Faculty member Judith Felton says because Middlesex Community College is tight for space, their food pantry is in an old retrofitted bus “…that really had been a party bus. It really looked like something Elvis had lived in. And we partnered with our local technical high school, and those students ripped out the inside and built shelves.”
Anyone with a Middlesex Community College ID can pick up 20 items a month. There’s a grab-and-go section, so students or staff can come in everyday and just grab a granola bar if they want.
Amy Fest teaches at Tunxis. She says, “I had a student in my class about two years ago who had come to me because he was living in his car. And he did not have food.” She says she was able to provide that student with vouchers to their cafeteria to try and hold him over until his situation improved.
“Knowing that there was a great need on campus, we found an empty office that is not very big, and we went around the college and found some old shelving and put it in there and through donations of our employees and our students, we have our shelves completely stocked.”

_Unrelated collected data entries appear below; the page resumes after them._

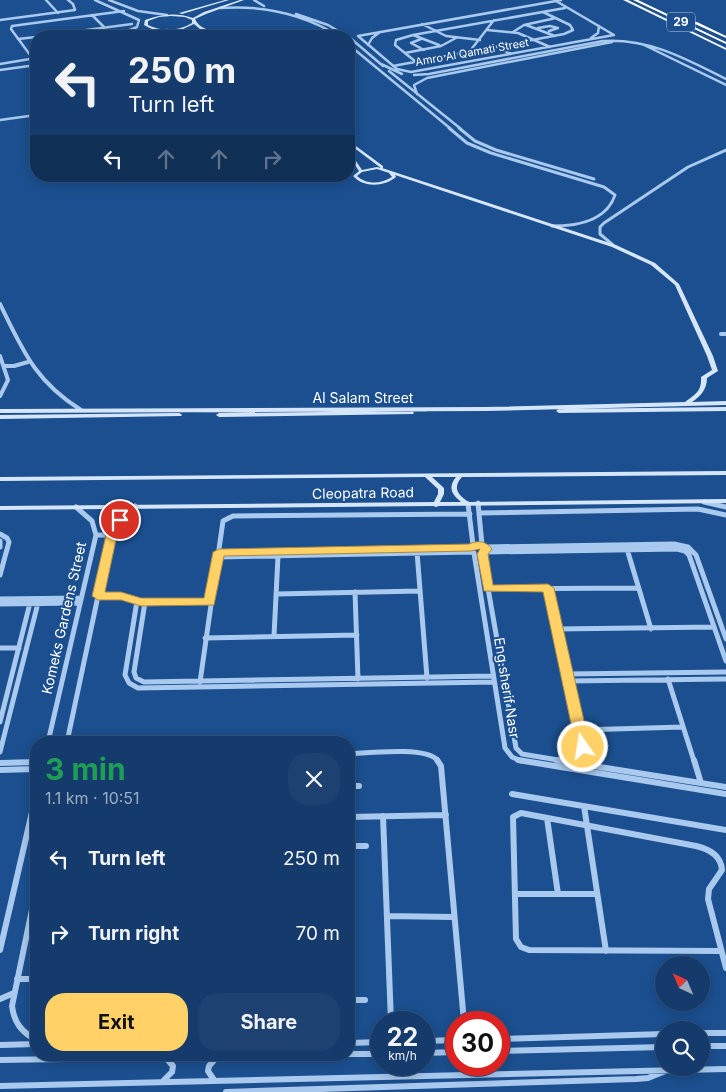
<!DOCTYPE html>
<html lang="en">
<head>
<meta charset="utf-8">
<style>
	body { margin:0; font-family:Inter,sans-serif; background:#1d4271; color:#f1f3f6; height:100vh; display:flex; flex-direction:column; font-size:19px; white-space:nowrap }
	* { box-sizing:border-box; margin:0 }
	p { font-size:16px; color:#9dadc1 }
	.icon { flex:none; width:28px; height:28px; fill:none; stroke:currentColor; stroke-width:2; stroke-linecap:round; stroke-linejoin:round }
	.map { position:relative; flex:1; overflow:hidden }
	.sheet { position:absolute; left:30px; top:736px; width:325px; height:325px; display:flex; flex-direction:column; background:#143b6b; border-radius:20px; box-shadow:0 2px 12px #0003,0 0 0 1px #33557e }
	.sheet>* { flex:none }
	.guide { position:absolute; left:30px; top:30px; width:325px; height:152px; border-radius:20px; box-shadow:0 2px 12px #0003,0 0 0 1px #33557e; background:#143b6b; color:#f1f3f6; overflow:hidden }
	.needle { width:32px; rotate:316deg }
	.buttons { position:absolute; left:655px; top:956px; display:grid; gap:10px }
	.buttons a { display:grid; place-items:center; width:55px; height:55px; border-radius:50%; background:#143b6b; box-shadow:0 2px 12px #0003,0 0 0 1px #33557e; font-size:25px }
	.speed { position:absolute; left:370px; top:1011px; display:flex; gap:10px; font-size:25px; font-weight:700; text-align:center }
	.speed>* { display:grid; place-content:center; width:65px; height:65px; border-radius:50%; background:#143b6b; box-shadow:0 2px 12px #0003,0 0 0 1px #33557e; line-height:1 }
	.speed small { font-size:12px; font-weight:400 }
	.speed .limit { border:8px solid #d22; background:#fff; color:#111 }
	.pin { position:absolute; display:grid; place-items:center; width:42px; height:42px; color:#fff; margin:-21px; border:2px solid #fff; border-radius:50%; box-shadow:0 1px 5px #0007 }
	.me { position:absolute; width:55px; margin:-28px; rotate:347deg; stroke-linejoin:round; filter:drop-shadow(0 0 4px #0008) }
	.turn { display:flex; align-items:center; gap:18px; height:105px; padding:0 15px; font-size:22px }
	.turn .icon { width:65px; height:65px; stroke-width:2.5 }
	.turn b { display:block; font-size:35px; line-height:42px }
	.lanes { display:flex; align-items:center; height:48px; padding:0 15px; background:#0003; justify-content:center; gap:25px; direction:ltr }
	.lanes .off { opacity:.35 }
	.round { display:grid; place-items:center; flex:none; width:52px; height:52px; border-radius:20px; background:#1d4271 }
	.head { display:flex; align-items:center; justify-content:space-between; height:85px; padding:0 15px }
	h1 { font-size:30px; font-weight:700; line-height:38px; color:#1e9e55 }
	.action { display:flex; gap:10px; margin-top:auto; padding:10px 15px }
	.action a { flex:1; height:58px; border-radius:20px; background:#ffd166; color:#111; font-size:20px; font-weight:700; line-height:58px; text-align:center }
	.action a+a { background:#1d4271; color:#f1f3f6 }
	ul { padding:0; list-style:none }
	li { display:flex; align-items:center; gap:15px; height:75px; padding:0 15px }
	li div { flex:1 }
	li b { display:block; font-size:19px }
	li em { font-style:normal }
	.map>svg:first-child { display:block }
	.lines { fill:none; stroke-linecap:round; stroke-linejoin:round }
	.street-far4 { stroke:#a9c9ee; stroke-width:2.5 }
	.street-far3 { stroke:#a9c9ee; stroke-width:3 }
	.street-far2 { stroke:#a9c9ee; stroke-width:4 }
	.street-far1 { stroke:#a9c9ee; stroke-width:5 }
	.street { stroke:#a9c9ee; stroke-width:6 }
	.secondary { fill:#d6e6fa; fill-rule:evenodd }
	.primary { fill:#f0f6ff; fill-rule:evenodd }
	.highway { fill:#fff; fill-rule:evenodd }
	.route { fill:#ffd166; stroke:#a68842 }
	.labels { text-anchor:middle; stroke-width:4; stroke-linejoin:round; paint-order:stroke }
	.far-street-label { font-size:11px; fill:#fff; stroke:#1b4f8f }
	.shield { fill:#1b4f8f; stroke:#bbcadd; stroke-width:1 }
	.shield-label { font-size:12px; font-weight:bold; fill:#fff }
	.street-label { font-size:14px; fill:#fff; stroke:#1b4f8f }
</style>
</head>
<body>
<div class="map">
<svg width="726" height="1092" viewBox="0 0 726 1092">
	<rect width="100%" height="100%" fill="#1b4f8f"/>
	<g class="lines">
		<!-- street-far4 -->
		<path class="street-far4" d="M46,0L58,13
			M95,0L139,20L137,27L115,36
			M109,0L138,11L167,15
			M254,0L264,6
			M556,1L614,35L411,72L397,69L358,36Z
			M556,1L561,0
			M220,8C262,5 303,14 339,36
			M296,14L328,25L347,36
			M92,15L104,27
			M0,20L75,10L73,4L68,0
			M422,24L446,36L480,40
			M526,25L555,36
			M538,28L550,26L558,28L549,31
			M487,30L518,33L550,47
			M513,32L524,25L556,18
			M413,35L439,45
			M41,36L132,24
			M139,36L167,30
			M349,37L383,66
			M591,38L598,33L599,26
			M18,39L36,37
			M421,39L411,43L424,50
			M642,44L726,85
			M349,45L451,129
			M368,45L372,38L380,32
			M497,47L511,54
			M470,51L494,20
			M405,53L441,46L456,38
			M33,59L11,29L12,26L124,11
			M416,62L395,45L396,40L413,35L565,8
			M0,64L36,58
			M381,64L402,74
			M393,66L564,34L573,30L570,25L543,12
			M0,70L36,65
			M389,71L461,129
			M414,75L429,74L603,41C649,38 686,59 726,79
			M417,94L414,85L427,78L612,42
			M0,120L36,115"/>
		<!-- street-far3 -->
		<path class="street-far3" d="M449,128L467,143L491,153L604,187L615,195C606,222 576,226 552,226
			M459,128L475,141L496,150L594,179
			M613,245L600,234V227L604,223L688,167L726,150"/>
		<!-- street-far2 -->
		<path class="street-far2" d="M0,304C23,351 35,381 81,410
			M721,334H726
			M0,356L8,380L0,396
			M5,366H14L28,362"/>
		<!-- street-far1 -->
		<path class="street-far1" d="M704,502L726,507
			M478,503L482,545
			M468,504L473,545
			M479,513L698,509L726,515
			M0,534L7,538L9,542L0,575
			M96,535H111
			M0,541V547
			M485,547L674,544L688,547L696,555L726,639
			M627,549L651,629
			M219,552L471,547
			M417,552L427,678
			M485,552L677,549L685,551L689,555L726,661
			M474,553L505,748L512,757L521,761
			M482,554L516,748L522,754L564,761
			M218,557L472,552
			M548,588L586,761
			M488,589L637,588
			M355,592L358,679
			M276,594L420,591
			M98,596H121L141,602H210
			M0,599L81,598
			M137,601L125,675L129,683L138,688L494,682
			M145,602L134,672L136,678L144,682L493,676
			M0,604L80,603
			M557,629L714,627
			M274,636L278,556
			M205,638L357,635
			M0,648H19
			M567,674L726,672
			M668,679L694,761
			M568,681L726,679
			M200,682L223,521L233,516L470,514
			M0,722L30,603
			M579,730L683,727
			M48,742L96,535L92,521L76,507
			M67,742L111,535L120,520L135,506
			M110,742L111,738
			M124,742L138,740L209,742
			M0,752L38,603
			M349,754C367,753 428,746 438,761"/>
		<!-- street -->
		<path class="street" d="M437,760L441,766L464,1022
			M518,760L726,794
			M556,760L726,787
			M586,760L587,764
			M694,760L701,783
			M1,763L36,762
			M0,770L36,769
			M349,786H359
			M512,794L726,830
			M584,806L606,951
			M383,816L391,1022
			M349,817L446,815
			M547,818L558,894
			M349,846H366
			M36,890L12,1006C14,1023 22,1032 36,1040
			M515,894H597
			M387,916L453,917
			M0,950L36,795
			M720,951L529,950L521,947L516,939L513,817L521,813L696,846C709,849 721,855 722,870L709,889L708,899L726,968
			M17,979H36
			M0,999L14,993
			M349,1000H365
			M701,1033H726
			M499,1039L664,1034
			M424,1041L456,1040
			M349,1043L381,1042
			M0,1045L36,1044
			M701,1046H726
			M499,1051L664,1047
			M424,1053L456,1052
			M349,1054H381
			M0,1060L322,1055
			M164,1080L172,1072L173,1066L167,1059
			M214,1080L208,1071L209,1066L216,1058
			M0,1086L726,1069
			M226,1092L636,1079L648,1078L668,1070"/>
		<!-- secondary -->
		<path class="secondary" d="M225,0H229L182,14L179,13Z
			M240,0H244L206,14L195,19C200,31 218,32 230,35V36H226L201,30L194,24L183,29L217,36H211L182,31L181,30C168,32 155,32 144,25L145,20C161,14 176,12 193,18L204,12ZM171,16L185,17L192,20V23C179,31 162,32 148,25V21L159,17Z
			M349,141L383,166V168H382L616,245L655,263L679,284L713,356L718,371L707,378C707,389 701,396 692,402L726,401V405L485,411L0,413V409L485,407L685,402C695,395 702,391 701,377L712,370L707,356L675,285L651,265L612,247L395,175L396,177C384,187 364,188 353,176L359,171L349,156V152H350L362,170L377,167L381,168L349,144ZM377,169L389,173L392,177C381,184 367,185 357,176L362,172Z
			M726,407V411L559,413L556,411L559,409Z
			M411,411L413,412L414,413L413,414L219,417L216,415L219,413Z
			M179,413L181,414L182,415L181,416L0,419V415Z
			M726,471V475L462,477C452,488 458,495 469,502L726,499V503L439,506L436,507L433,506L0,510V506L434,502L438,494V489L425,477L0,481V477ZM432,477H456C448,487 451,494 461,502H440L444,494V488Z"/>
		<!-- primary -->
		<path class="primary" d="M623,0H628L726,48V50Z"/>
		<!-- highway -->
		<path class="highway" d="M633,0H638L726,42V44Z
			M695,22H697L726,36V38L695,24Z"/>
	</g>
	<!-- route -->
	<path class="route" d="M120,517L125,520L117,535L105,592H121L141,598H204L213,552L219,549L469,544C478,540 486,541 492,549L488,554L493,585L548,584L554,588L590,747L588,751H578L576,747L543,592L484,591L477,554L480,549L471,551L224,556L214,605L141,606L121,600H98L92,596L106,535L116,518Z"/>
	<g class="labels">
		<!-- far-street labels -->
		<g class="far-street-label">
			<text transform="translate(472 52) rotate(-10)" y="4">Amro Al Qamati Street</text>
		</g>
		<!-- shield labels -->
		<rect class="shield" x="667" y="12.5" width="28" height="19" rx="4"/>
		<g class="shield-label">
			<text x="681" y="26">29</text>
		</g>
		<!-- street labels -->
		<g class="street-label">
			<text x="363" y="403">Al Salam Street</text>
			<text transform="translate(363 493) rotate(-1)" y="5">Cleopatra Road</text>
			<text transform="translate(64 618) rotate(-77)" y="5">Komeks Gardens Street</text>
			<text transform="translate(507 688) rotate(81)" y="5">Eng.sherif Nasr</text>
		</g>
	</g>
</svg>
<div class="buttons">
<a><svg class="needle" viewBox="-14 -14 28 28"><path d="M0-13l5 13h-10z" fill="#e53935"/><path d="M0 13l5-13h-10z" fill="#9dadc1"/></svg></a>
<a><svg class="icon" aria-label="search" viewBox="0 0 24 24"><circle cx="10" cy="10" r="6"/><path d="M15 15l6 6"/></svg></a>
</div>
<div class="speed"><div>22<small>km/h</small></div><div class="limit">30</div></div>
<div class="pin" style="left:120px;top:520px;background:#d93025"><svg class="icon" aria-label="arrive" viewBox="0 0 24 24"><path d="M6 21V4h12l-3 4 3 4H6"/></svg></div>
<svg class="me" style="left:583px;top:747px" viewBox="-20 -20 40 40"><circle r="17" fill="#ffd166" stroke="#fff" stroke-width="3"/><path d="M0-11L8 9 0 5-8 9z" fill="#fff"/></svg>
<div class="guide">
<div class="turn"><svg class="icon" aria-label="left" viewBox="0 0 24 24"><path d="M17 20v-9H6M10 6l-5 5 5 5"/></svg><div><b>250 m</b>Turn left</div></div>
<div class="lanes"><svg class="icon" aria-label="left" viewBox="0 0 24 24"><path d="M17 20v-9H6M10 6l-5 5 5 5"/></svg><svg class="icon off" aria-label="ahead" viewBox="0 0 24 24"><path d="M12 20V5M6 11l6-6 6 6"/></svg><svg class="icon off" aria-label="ahead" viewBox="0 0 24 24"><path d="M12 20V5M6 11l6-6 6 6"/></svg><svg class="icon off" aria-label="right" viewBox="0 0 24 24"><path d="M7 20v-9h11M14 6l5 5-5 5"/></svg></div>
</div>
<section class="sheet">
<div class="head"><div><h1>3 min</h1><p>1.1 km · 10:51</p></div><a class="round"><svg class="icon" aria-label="close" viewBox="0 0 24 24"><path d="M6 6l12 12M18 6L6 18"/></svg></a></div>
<ul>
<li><svg class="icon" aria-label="left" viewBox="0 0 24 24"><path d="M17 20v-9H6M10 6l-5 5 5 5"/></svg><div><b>Turn left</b></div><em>250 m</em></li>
<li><svg class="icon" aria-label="right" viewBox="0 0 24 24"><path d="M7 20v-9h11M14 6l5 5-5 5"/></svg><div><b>Turn right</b></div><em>70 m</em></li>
</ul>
<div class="action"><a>Exit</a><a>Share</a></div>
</section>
</div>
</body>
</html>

To address concerns about stigma, pantries at both schools are located far from campus.
“Student volunteers are trained. There’s protocol to follow. Volunteers are told, you know, you may see this student in Stop and Shop down the street. And if they approach you, that’s fine. But do not go up and say ‘I saw you at the food pantry.’”
Fest says, “Or you may be sitting in class next them.”
“More likely,” says Felton.
Tunxis Community College estimates that more than 60 percent of its students face food insecurity.
This report comes from the New England News Collaborative, eight public media companies coming together to tell the story of a changing region, with support from the Corporation for Public Broadcasting.